Hi,
since a week or so I got the following problem: while plucking my
default-database from pages on the web, the spider program on the PC
produces repeatable errors, which lead to stopping spidering before building
the Palm-Database.
My System in detail:
Plucker Version: "Plucker-1.1.11SR1.exe"
OS: W2K SP2
Internet-Connection: dial up ISDN
Simultaneous running programs using LAN/Internet/TCPIP: none ;-)
The error insists to exist even after a fresh boot. In error Protokoll #1 I
see 70 or so errors in the status display of the dialup connection, in
protokoll #2 I see 0. When I try to access those pages manually (with a
browser) I can't experience any difficulties. When I close the connection,
redial and start runsync again, it crashes at the same address, with the
same error, day for day :-( It makes me mad! ;-)

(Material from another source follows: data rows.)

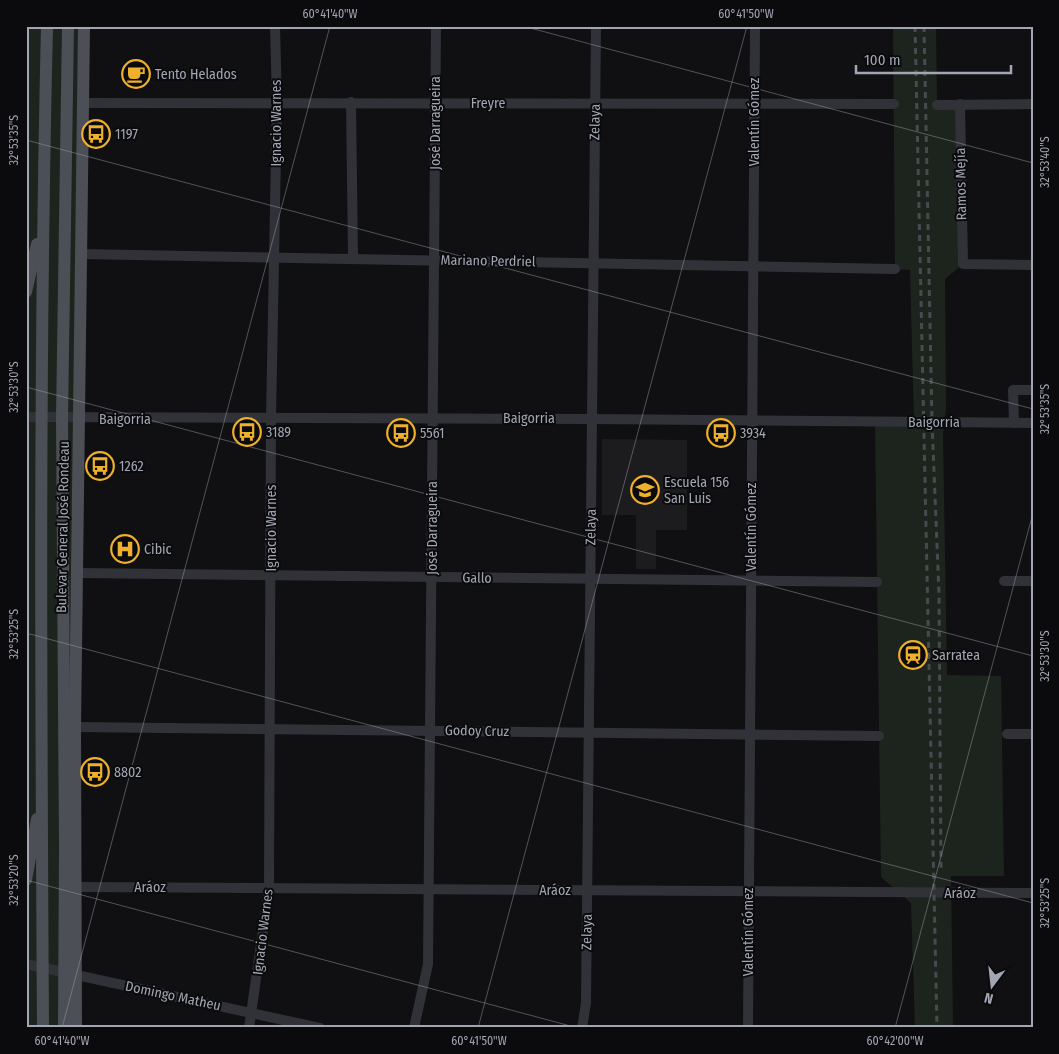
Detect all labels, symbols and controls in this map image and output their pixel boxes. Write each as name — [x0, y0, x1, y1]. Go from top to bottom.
text: 60°41'40"W — [302, 7, 358, 21]
text: 60°41'50"W — [718, 7, 774, 21]
scale bar — [856, 42, 1012, 74]
text: 100 m — [864, 51, 901, 69]
cafe icon: Tento Helados — [121, 59, 151, 89]
place label: Tento Helados — [155, 66, 237, 83]
street label: José Darragueira — [427, 76, 444, 170]
street label: Valentín Gómez — [746, 77, 763, 166]
street label: Ignacio Warnes — [268, 80, 285, 166]
street label: Freyre — [471, 95, 505, 112]
street label: Zelaya — [586, 104, 604, 140]
text: 32°53'35"S — [7, 115, 21, 165]
bus stop icon: 1197 — [81, 119, 111, 149]
place label: 1197 — [115, 126, 138, 143]
text: 32°53'40"S — [1038, 136, 1052, 188]
street label: Ramos Mejía — [952, 147, 970, 221]
street label: Mariano Perdriel — [440, 252, 536, 270]
text: 32°53'30"S — [7, 361, 21, 413]
text: 32°53'35"S — [1038, 384, 1052, 434]
street label: Baigorria — [503, 410, 555, 427]
street label: Baigorria — [99, 411, 151, 428]
street label: Baigorria — [908, 414, 960, 431]
bus stop icon: 3189 — [232, 417, 262, 447]
bus stop icon: 5561 — [386, 418, 416, 448]
bus stop icon: 3934 — [706, 418, 736, 448]
place label: 3189 — [266, 424, 291, 441]
place label: 5561 — [420, 425, 445, 442]
place label: 3934 — [740, 425, 766, 442]
street label: Bulevar General José Rondeau — [53, 441, 73, 613]
bus stop icon: 1262 — [85, 451, 115, 481]
place label: 1262 — [119, 458, 144, 475]
place label: Escuela 156 San Luis — [664, 474, 729, 507]
school or university icon: Escuela 156 San Luis — [630, 475, 660, 505]
street label: José Darragueira — [424, 481, 441, 575]
street label: Valentín Gómez — [743, 482, 760, 571]
street label: Ignacio Warnes — [263, 485, 280, 571]
street label: Zelaya — [582, 509, 600, 545]
hospital icon: Cibic — [110, 534, 140, 564]
place label: Cibic — [144, 541, 172, 558]
street label: Gallo — [462, 569, 492, 587]
text: 32°53'25"S — [7, 609, 21, 659]
text: 32°53'30"S — [1038, 630, 1052, 682]
station icon: Sarratea — [898, 640, 928, 670]
place label: Sarratea — [932, 647, 980, 664]
street label: Godoy Cruz — [445, 722, 510, 740]
bus stop icon: 8802 — [80, 757, 110, 787]
place label: 8802 — [114, 764, 141, 781]
text: 32°53'20"S — [7, 854, 21, 906]
text: 32°53'25"S — [1038, 878, 1052, 928]
street label: Aráoz — [134, 879, 166, 896]
street label: Aráoz — [539, 882, 571, 899]
street label: Aráoz — [944, 885, 976, 902]
street label: Valentín Gómez — [740, 887, 757, 976]
street label: Ignacio Warnes — [249, 888, 277, 976]
street label: Zelaya — [578, 914, 596, 950]
north arrow — [966, 962, 1016, 1012]
street label: Domingo Matheu — [124, 978, 222, 1014]
text: N — [983, 989, 995, 1007]
text: 60°41'40"W — [34, 1034, 90, 1048]
text: 60°41'50"W — [451, 1034, 507, 1048]
text: 60°42'00"W — [867, 1034, 924, 1048]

I had this problem sometimes before (with older versions of plucker - it
just froze back then, don't crashed), but usually, after after a reboot I
was able to build the database.
I can't figure out the problem by myself, so do you have a clue?? Is it a
python problem?
I would like to propose the following error handling paradigm: set up a
timer before getting a document. When the timer expires or a socket error or
similiar happens, just ignore *THIS* document and continue with the
others... My palm mainly serves me as a newsreader - and plucker was the
best solution so far for this purpose, but its glory fades with this naughty
behaviour...
Thanks for helping and happy hunting,
Christoph Munkelt
Protokoll#1 (using the "Planet Interkom" german ISP for dialup)
Processing http://www.heise.de/pda/newsticker/m21083.html.
160 collected, 113 still to do
Retrieved ok
Processing http://www.heise.de/pda/newsticker/m21082.html.
161 collected, 112 still to do
Traceback (innermost last):
File ".\PyPlucker\Spider.py", line 1090, in ?
retval = main (config, exclusion_lists)
File ".\PyPlucker\Spider.py", line 717, in main
spider.process_all(verbose=verbosity)
File ".\PyPlucker\Spider.py", line 365, in process_all
self.process (verbose)
File ".\PyPlucker\Spider.py", line 424, in process
post_data=post_data)
File ".\PyPlucker\Retriever.py", line 269, in retrieve
result = self._retrieve (url, alias_list, post_data)
File ".\PyPlucker\Retriever.py", line 228, in _retrieve
contents = webdoc.read ()
File "D:\Programme\Apps\Plucker\Python\lib\socket.py", line 106, in read
new = self._sock.recv(self._rbufsize)
socket.error: (10054, 'winsock error')
Error executing PyPlucker. Error: 1
Protokoll#2 (using a local university dial-in, same database, just 2 minutes
later)
Processing http://www.faz.net/IN/INtemplates/faznet.....B-0008C7F31E1E}.
190 collected, 102 still to do
Traceback (innermost last):
File ".\PyPlucker\Spider.py", line 1090, in ?
retval = main (config, exclusion_lists)
File ".\PyPlucker\Spider.py", line 717, in main
spider.process_all(verbose=verbosity)
File ".\PyPlucker\Spider.py", line 365, in process_all
self.process (verbose)
File ".\PyPlucker\Spider.py", line 424, in process
post_data=post_data)
File ".\PyPlucker\Retriever.py", line 269, in retrieve
result = self._retrieve (url, alias_list, post_data)
File ".\PyPlucker\Retriever.py", line 228, in _retrieve
contents = webdoc.read ()
File "D:\Programme\Apps\Plucker\Python\lib\socket.py", line 106, in read
new = self._sock.recv(self._rbufsize)
socket.error: (10054, 'winsock error')
Error executing PyPlucker. Error: 1